Exercise goal —
Only the lines below between the ones containing "M1703,329L1782,353L1753,445L1675,420Z" and "M0,270L32,117", inclusive, are to be reproduced, each exactly as it stands.

[Opening Given entries section]

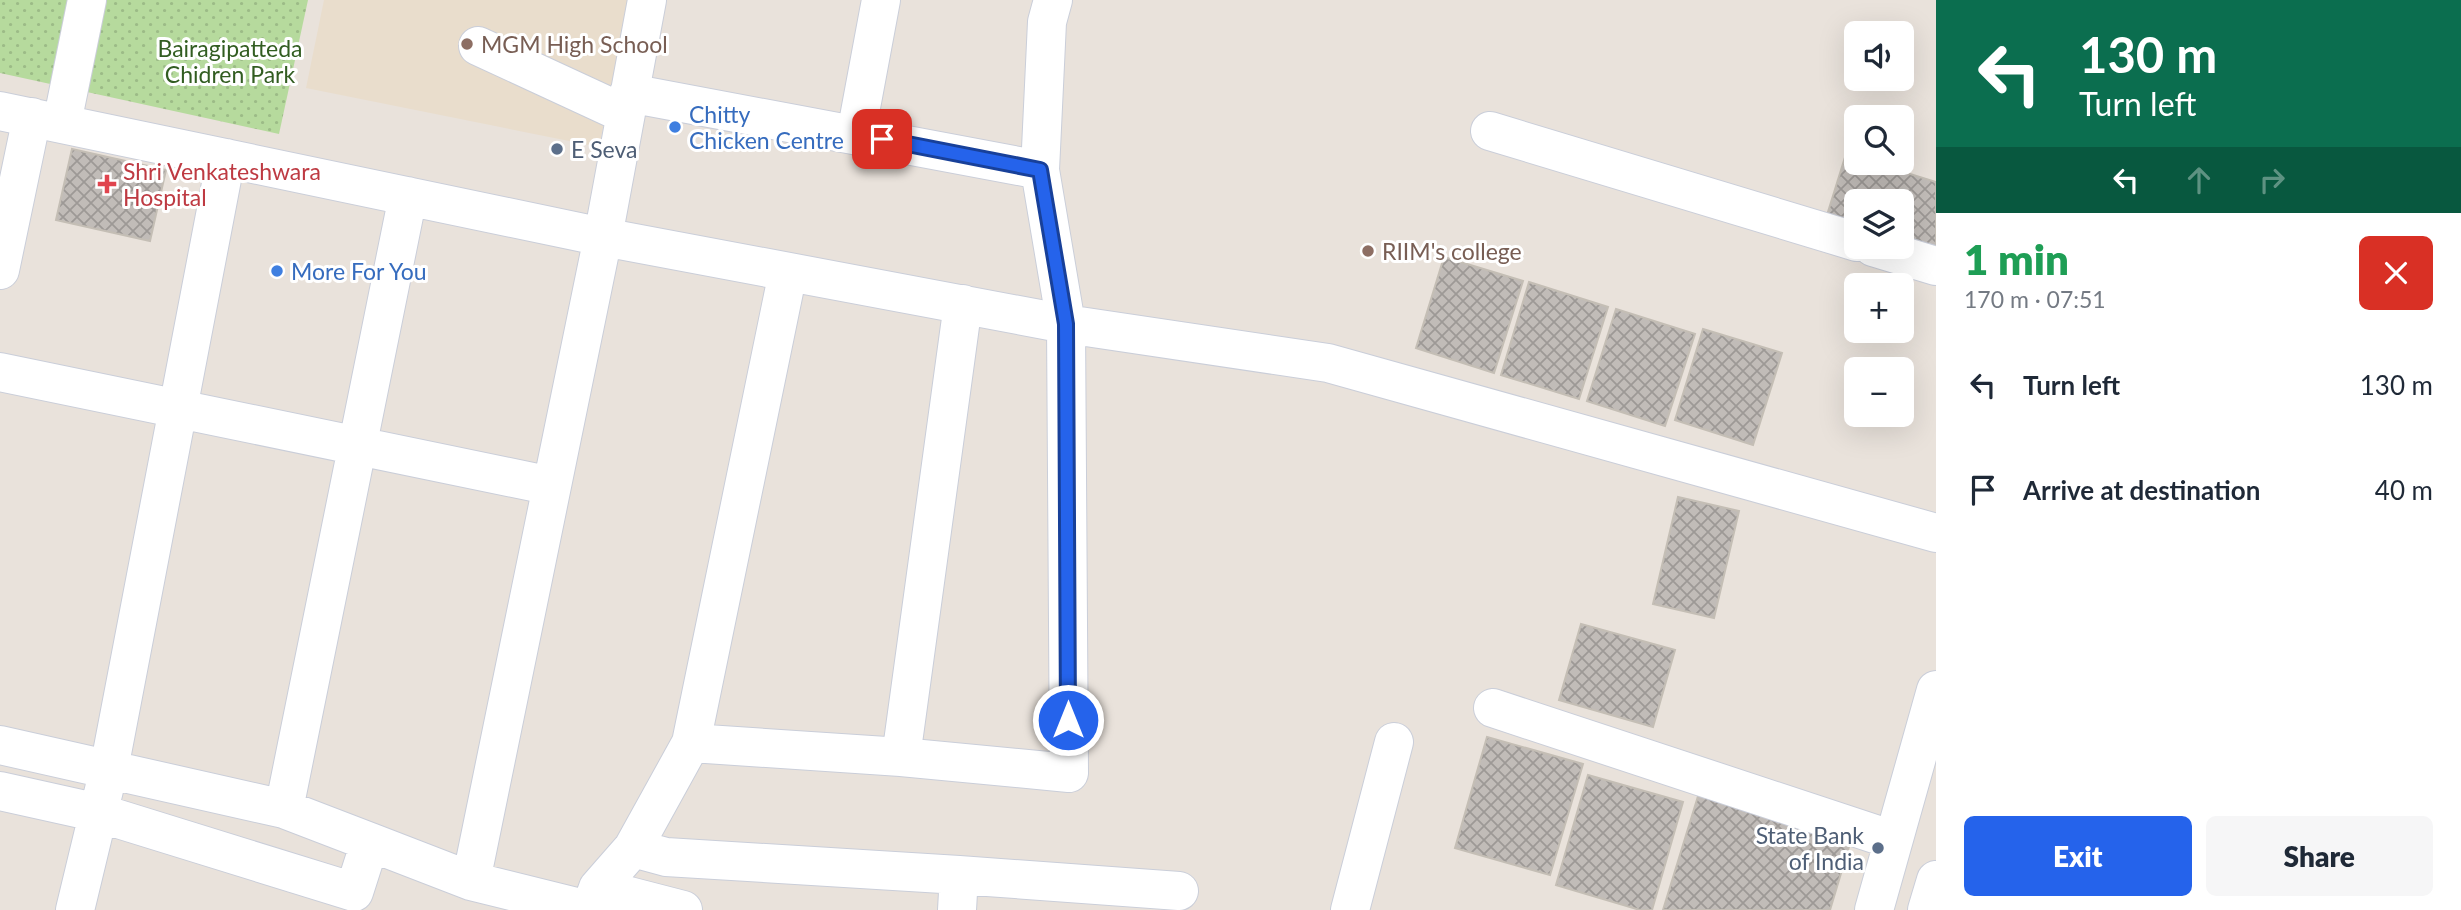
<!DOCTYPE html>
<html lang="en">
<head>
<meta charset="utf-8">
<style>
	:root { --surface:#fff; --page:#f6f6f7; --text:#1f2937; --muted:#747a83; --accent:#2563eb }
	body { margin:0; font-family:Lato,sans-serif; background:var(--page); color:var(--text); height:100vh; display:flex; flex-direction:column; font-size:26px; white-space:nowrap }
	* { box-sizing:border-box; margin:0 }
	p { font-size:23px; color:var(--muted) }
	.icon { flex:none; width:38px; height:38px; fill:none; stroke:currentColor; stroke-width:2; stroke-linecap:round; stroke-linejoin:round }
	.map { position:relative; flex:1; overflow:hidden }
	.sheet { display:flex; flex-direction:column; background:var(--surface); width:525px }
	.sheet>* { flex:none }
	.hud { background:#0b6e4f; color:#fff; overflow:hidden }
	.tools { position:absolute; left:1844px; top:21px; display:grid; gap:14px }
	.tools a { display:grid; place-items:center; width:70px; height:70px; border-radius:10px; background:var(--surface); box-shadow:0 7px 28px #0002; font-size:35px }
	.pin { position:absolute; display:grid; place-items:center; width:60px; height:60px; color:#fff; margin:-30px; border-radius:14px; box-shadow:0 4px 10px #0006 }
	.me { position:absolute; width:77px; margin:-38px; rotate:0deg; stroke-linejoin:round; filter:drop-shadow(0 0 5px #0008) }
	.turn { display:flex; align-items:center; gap:24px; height:147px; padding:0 28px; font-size:32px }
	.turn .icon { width:91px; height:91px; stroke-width:2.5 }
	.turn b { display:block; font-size:49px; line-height:60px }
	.lanes { display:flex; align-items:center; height:66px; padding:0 28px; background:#0003; justify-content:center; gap:35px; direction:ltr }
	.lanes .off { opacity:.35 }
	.round { display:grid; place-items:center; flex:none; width:74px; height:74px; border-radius:10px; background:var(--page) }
	.head { display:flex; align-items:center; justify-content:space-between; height:119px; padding:0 28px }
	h1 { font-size:42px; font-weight:800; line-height:52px; color:#1e9e55 }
	.primary-button { display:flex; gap:14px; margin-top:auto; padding:14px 28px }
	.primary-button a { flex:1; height:80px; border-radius:10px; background:var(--accent); color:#fff; font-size:28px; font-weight:800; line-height:80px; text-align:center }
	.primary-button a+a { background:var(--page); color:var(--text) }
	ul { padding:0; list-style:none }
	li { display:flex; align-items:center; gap:21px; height:105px; padding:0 28px }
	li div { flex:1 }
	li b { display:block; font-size:26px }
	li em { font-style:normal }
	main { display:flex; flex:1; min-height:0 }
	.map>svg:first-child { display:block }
</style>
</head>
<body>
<main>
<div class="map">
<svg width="1936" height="910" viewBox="0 0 1936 910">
	<defs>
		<pattern id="park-dots" width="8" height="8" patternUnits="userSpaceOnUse" patternTransform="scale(1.75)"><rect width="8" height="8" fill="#b6da9d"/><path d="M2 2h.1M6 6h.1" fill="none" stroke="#9cbb87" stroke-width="1.8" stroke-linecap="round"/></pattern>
		<pattern id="building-cross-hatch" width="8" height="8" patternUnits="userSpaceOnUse" patternTransform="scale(1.75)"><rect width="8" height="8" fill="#c1bcb8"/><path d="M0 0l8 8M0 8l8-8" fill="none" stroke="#9d9996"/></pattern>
	</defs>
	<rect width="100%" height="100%" fill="#e9e2db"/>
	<path fill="#e9ddcc" d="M324,0H629L599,147L306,88Z"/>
	<path fill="url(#park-dots)" d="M0,0H308L279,134L0,73Z"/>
	<path fill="url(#building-cross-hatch)" stroke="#c4beb5" stroke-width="2" d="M72,149L166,170L150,241L56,220Z
		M1846,154L1857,157V163H1875L1936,182V256L1902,247V201H1857V236L1823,228Z
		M1444,257L1523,281L1494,373L1416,348Z
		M1529,282L1608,307L1579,399L1501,375Z
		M1616,309L1695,334L1665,426L1587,401Z
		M1703,329L1782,353L1753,445L1675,420Z
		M1678,497L1739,511L1714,618L1653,604Z
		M1581,624L1675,650L1653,727L1559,700Z
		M1487,737L1583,764L1550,875L1455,848Z
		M1588,775L1683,802L1652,910H1640L1556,885Z
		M1699,793L1851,840L1830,910H1663Z"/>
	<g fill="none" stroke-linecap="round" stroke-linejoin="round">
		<g stroke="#caced9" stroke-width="40">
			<path id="minor" d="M478,46L625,114
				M629,93L1040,170
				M0,111L603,237L1066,324L1328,363L1936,533
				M62,123L87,0
				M1490,131L1857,242
				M856,134L881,0
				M1873,247L1936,266
				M0,270L32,117
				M0,372L552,486
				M1493,708L1893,840
				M691,743L901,757L1069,773L1066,324L1040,170L1047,22L1053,0
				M0,745L284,809L370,842L354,892L99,813L0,791
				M901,757L963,304
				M284,809L408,196
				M370,842L471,881L588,910
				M633,848L666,857L959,875L1179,891
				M471,881L603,237L647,0
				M598,888L683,910
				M75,910L109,769L226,158
				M590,910L598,888L633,848L691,743L788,272
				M957,910L959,875
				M1350,910L1394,742
				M1874,910L1936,690
				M1927,910L1936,880"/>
		</g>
		<use href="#minor" stroke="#fff" stroke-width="38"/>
	</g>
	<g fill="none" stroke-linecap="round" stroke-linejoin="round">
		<g stroke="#184099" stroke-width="18">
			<path id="route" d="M882,139L1040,170L1066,324L1068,720"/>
		</g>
		<use href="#route" stroke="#2563eb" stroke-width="12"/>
	</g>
	<g fill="#8d6e63" stroke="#fff" stroke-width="2.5">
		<circle cx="467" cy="44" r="7"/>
		<circle cx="1368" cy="251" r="7"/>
	</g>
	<g fill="#3f7fe0" stroke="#fff" stroke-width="2.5">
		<circle cx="675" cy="127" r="7"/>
		<circle cx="277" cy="271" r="7"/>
	</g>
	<g fill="#5c6f8a" stroke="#fff" stroke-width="2.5">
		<circle cx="557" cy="149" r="7"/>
		<circle cx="1878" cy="848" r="7"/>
	</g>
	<path fill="#e0444e" stroke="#fff" stroke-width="2.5" d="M103.5 173.5h7v7h7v7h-7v7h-7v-7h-7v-7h7z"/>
	<g text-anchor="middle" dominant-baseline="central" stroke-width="6" stroke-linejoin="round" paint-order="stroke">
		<g font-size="23" fill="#785e54" stroke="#fff" text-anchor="start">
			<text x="481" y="44">MGM High School</text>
			<text x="1382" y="251">RIIM's college</text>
		</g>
		<g font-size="23" fill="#325d21" stroke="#fff">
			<text x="230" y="48">Bairagipatteda<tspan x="230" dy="26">Chidren Park</tspan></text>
		</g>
		<g font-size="23" fill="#366cbe" stroke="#fff" text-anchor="start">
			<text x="689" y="114">Chitty<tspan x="689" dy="26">Chicken Centre</tspan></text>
			<text x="291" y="271">More For You</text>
		</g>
		<g font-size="23" fill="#4e5e75" stroke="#fff" text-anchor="start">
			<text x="571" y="149">E Seva</text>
			<text x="1864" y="835" text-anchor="end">State Bank<tspan x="1864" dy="26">of India</tspan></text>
		</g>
		<g font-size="23" fill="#be3a42" stroke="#fff" text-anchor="start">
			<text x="123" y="171">Shri Venkateshwara<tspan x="123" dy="26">Hospital</tspan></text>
		</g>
	</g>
</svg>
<div class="tools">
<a><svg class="icon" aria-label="sound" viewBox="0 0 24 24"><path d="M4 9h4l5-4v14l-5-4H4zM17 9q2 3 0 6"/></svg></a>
<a><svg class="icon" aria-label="search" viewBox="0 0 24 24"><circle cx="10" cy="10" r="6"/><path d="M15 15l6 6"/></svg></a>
<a><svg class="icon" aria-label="layers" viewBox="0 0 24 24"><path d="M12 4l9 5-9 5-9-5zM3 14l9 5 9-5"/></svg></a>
<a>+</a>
<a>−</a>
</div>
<div class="pin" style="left:882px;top:139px;background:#d93025"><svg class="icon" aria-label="arrive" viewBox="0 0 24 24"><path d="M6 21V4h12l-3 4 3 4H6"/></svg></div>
<svg class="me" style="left:1068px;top:720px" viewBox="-20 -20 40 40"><circle r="17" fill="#2563eb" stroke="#fff" stroke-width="3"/><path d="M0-11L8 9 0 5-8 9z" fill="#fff"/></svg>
</div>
<section class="sheet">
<div class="hud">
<div class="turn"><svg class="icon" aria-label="left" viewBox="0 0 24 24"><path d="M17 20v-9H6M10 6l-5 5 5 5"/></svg><div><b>130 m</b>Turn left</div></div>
<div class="lanes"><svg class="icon" aria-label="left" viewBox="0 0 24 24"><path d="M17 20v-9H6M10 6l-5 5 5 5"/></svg><svg class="icon off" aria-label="ahead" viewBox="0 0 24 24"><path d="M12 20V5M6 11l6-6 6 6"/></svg><svg class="icon off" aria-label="right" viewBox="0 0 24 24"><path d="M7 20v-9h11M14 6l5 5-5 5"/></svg></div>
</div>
<div class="head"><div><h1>1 min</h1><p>170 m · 07:51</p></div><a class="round" style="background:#d93025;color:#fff"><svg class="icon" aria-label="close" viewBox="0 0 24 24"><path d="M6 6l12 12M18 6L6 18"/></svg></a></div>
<ul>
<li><svg class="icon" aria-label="left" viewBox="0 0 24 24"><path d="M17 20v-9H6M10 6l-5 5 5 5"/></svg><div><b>Turn left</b></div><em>130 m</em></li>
<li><svg class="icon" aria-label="arrive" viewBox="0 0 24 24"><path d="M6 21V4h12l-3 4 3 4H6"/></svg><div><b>Arrive at destination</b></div><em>40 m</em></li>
</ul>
<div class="primary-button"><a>Exit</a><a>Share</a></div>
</section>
</main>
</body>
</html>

[Closing Given entries section]

Solution for this problem —
		M1703,329L1782,353L1753,445L1675,420Z
		M1678,497L1739,511L1714,618L1653,604Z
		M1581,624L1675,650L1653,727L1559,700Z
		M1487,737L1583,764L1550,875L1455,848Z
		M1588,775L1683,802L1652,910H1640L1556,885Z
		M1699,793L1851,840L1830,910H1663Z"/>
	<g fill="none" stroke-linecap="round" stroke-linejoin="round">
		<g stroke="#caced9" stroke-width="40">
			<path id="minor" d="M478,46L625,114
				M629,93L1040,170
				M0,111L603,237L1066,324L1328,363L1936,533
				M62,123L87,0
				M1490,131L1857,242
				M856,134L881,0
				M1873,247L1936,266
				M0,270L32,117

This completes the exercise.